> [Exercise brief]: Locate every line below that contains the word "Tudor" and copy it.

(Beginning of The data)

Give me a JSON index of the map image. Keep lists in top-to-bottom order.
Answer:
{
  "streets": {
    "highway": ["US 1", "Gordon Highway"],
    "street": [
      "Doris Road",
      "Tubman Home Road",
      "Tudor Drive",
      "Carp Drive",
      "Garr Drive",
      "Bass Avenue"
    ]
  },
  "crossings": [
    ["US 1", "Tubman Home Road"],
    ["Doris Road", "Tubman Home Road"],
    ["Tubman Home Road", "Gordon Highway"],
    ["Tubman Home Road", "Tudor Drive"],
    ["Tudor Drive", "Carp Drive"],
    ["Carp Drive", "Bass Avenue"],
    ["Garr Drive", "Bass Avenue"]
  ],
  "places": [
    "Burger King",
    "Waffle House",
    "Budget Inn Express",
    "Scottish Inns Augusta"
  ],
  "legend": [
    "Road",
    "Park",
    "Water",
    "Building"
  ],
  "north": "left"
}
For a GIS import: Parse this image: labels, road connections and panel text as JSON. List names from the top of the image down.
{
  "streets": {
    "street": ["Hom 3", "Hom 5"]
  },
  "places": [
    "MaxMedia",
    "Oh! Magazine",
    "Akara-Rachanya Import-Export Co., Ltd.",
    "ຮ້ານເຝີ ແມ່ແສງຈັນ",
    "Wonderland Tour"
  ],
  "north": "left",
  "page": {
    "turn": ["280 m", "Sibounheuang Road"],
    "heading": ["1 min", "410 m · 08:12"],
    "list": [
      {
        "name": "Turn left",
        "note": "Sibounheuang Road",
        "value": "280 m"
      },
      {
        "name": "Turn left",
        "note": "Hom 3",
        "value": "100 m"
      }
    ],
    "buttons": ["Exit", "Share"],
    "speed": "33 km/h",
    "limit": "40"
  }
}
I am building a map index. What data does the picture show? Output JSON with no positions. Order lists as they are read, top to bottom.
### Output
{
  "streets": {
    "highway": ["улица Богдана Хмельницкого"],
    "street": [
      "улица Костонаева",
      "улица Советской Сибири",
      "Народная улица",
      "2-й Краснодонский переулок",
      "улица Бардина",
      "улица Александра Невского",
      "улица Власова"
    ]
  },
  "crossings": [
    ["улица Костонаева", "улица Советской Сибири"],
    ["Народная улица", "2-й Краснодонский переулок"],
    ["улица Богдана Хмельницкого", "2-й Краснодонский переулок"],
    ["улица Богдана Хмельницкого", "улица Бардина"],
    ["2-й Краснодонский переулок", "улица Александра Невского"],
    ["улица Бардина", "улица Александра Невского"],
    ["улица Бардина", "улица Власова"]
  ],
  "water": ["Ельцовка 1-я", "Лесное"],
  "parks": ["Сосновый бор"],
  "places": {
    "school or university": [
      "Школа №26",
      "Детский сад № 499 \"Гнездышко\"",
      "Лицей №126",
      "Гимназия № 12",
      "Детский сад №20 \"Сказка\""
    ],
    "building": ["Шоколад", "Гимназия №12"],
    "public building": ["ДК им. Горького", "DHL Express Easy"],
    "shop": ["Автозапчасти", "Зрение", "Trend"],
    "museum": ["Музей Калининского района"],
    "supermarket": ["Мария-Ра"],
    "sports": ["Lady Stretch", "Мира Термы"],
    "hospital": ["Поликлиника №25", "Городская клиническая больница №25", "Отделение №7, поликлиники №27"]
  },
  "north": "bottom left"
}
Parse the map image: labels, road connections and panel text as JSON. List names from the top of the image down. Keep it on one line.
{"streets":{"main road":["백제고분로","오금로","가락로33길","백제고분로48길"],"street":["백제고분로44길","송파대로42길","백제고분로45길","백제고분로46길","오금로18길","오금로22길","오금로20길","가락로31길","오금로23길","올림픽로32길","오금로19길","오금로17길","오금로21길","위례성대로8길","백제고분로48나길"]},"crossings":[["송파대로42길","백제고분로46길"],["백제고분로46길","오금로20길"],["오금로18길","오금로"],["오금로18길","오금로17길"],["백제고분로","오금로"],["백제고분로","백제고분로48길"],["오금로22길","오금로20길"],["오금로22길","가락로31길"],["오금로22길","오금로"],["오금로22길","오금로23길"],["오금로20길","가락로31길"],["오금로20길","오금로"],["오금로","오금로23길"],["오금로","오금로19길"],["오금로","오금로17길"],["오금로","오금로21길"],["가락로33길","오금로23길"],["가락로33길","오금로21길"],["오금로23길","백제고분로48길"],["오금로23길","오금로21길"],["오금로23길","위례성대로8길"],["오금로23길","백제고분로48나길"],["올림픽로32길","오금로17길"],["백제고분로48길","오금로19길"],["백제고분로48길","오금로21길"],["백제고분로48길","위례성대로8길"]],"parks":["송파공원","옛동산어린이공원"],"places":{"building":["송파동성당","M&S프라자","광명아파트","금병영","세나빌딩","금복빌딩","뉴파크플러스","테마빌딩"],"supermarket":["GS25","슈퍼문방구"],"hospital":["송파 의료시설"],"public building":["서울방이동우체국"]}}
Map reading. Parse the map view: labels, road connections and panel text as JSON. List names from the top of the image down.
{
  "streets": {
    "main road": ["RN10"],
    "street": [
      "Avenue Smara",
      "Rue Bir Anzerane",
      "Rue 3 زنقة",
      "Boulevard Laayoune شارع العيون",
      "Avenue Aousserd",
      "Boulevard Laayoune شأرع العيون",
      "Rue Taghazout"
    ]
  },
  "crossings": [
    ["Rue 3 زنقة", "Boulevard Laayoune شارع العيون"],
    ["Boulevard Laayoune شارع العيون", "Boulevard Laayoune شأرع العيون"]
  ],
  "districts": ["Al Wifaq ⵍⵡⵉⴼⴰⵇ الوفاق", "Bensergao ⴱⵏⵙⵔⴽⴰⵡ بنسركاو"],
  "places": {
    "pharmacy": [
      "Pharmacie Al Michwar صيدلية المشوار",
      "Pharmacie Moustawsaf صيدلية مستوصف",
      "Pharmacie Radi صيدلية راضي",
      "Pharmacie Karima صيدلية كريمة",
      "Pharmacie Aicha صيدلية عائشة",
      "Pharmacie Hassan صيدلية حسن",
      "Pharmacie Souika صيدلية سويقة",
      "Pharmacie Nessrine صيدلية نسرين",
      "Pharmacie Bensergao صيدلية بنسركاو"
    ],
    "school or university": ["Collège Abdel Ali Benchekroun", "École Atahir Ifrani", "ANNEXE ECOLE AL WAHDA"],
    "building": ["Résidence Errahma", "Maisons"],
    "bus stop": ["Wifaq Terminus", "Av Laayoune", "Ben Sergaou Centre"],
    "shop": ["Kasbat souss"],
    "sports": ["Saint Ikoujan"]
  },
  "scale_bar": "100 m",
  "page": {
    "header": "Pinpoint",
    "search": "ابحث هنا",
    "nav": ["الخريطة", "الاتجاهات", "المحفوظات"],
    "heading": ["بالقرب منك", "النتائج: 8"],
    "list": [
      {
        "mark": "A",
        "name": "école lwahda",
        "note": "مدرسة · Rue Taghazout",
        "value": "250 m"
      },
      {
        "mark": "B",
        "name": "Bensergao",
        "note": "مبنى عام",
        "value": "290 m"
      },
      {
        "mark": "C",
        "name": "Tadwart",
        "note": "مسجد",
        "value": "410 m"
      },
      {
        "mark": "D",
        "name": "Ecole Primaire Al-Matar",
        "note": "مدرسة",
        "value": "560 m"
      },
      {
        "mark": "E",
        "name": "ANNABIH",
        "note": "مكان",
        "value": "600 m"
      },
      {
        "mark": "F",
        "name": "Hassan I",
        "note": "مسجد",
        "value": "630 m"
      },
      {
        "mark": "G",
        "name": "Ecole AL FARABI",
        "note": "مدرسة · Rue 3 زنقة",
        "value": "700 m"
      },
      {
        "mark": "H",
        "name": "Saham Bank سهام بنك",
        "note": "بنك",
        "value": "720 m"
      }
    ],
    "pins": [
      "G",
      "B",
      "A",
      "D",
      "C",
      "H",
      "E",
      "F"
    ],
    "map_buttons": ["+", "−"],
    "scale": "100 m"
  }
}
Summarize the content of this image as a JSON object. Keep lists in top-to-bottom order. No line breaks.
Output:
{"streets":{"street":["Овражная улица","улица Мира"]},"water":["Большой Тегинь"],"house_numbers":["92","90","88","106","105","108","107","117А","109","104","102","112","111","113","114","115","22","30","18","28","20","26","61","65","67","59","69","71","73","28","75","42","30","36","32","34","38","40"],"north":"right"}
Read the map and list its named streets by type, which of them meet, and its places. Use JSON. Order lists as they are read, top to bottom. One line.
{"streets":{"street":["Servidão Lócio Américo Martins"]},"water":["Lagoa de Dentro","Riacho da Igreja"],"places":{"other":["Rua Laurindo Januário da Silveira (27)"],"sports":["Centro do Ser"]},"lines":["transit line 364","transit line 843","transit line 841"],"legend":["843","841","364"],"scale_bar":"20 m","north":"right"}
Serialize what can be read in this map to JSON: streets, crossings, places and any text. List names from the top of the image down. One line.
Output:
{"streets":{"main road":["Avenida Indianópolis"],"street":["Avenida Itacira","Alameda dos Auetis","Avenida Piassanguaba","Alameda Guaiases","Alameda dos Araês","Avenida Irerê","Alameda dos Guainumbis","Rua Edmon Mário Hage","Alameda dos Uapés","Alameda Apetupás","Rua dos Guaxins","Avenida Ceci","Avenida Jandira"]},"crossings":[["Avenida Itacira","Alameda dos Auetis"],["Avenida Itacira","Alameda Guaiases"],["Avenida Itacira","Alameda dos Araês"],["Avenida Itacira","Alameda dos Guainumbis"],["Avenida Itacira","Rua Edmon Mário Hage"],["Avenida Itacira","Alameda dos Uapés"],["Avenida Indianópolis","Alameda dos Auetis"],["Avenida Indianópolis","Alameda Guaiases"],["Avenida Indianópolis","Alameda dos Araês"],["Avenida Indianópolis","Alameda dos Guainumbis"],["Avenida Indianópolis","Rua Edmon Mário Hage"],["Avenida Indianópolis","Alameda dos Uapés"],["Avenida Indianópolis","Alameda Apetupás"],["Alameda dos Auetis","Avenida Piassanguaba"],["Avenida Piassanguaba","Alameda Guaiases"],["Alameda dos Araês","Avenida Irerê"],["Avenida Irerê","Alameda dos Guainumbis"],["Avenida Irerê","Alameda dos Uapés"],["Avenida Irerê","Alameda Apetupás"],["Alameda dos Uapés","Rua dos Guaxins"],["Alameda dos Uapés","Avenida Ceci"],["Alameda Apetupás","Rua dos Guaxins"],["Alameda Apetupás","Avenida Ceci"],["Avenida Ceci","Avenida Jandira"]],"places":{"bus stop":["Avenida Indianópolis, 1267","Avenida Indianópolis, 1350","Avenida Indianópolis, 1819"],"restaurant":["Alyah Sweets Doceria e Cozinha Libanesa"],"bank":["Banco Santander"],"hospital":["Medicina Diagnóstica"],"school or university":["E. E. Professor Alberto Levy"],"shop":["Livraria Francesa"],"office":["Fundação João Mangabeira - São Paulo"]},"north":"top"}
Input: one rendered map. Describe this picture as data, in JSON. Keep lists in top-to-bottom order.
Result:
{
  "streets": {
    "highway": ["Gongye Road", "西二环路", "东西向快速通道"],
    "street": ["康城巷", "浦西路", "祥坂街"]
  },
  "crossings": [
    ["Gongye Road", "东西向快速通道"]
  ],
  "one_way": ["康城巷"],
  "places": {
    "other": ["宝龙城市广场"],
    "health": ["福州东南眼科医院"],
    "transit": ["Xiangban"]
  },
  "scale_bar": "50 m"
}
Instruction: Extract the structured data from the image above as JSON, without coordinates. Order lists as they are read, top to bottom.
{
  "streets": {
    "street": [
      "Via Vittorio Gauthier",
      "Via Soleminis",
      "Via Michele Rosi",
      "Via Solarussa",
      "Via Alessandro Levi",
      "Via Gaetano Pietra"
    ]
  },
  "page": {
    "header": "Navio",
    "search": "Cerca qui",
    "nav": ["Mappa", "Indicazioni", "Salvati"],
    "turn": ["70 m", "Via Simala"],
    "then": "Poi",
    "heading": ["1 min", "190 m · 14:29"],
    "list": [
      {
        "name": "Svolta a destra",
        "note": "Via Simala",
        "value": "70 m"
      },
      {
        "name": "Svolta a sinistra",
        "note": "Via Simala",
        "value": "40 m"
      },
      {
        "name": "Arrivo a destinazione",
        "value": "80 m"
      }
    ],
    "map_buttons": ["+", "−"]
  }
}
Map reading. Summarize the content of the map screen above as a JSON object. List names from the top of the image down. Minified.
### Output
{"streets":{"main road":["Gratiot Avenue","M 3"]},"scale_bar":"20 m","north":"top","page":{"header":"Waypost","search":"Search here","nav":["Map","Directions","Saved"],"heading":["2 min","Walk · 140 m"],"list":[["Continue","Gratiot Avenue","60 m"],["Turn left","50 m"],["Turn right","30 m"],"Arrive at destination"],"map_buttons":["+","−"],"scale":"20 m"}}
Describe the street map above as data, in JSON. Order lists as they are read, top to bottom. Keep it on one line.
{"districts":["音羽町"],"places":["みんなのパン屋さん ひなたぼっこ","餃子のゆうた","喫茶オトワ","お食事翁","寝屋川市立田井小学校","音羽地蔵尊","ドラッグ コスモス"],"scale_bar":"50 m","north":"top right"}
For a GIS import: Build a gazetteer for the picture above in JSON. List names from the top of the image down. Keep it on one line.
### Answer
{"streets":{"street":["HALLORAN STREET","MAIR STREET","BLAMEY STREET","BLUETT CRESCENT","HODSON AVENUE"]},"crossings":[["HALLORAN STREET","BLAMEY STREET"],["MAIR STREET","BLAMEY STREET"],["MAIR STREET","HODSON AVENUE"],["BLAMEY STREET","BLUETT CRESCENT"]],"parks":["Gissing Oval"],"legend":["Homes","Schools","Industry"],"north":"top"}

(End of The data)

> [Your solution]:
      "Tudor Drive",
    ["Tubman Home Road", "Tudor Drive"],
    ["Tudor Drive", "Carp Drive"],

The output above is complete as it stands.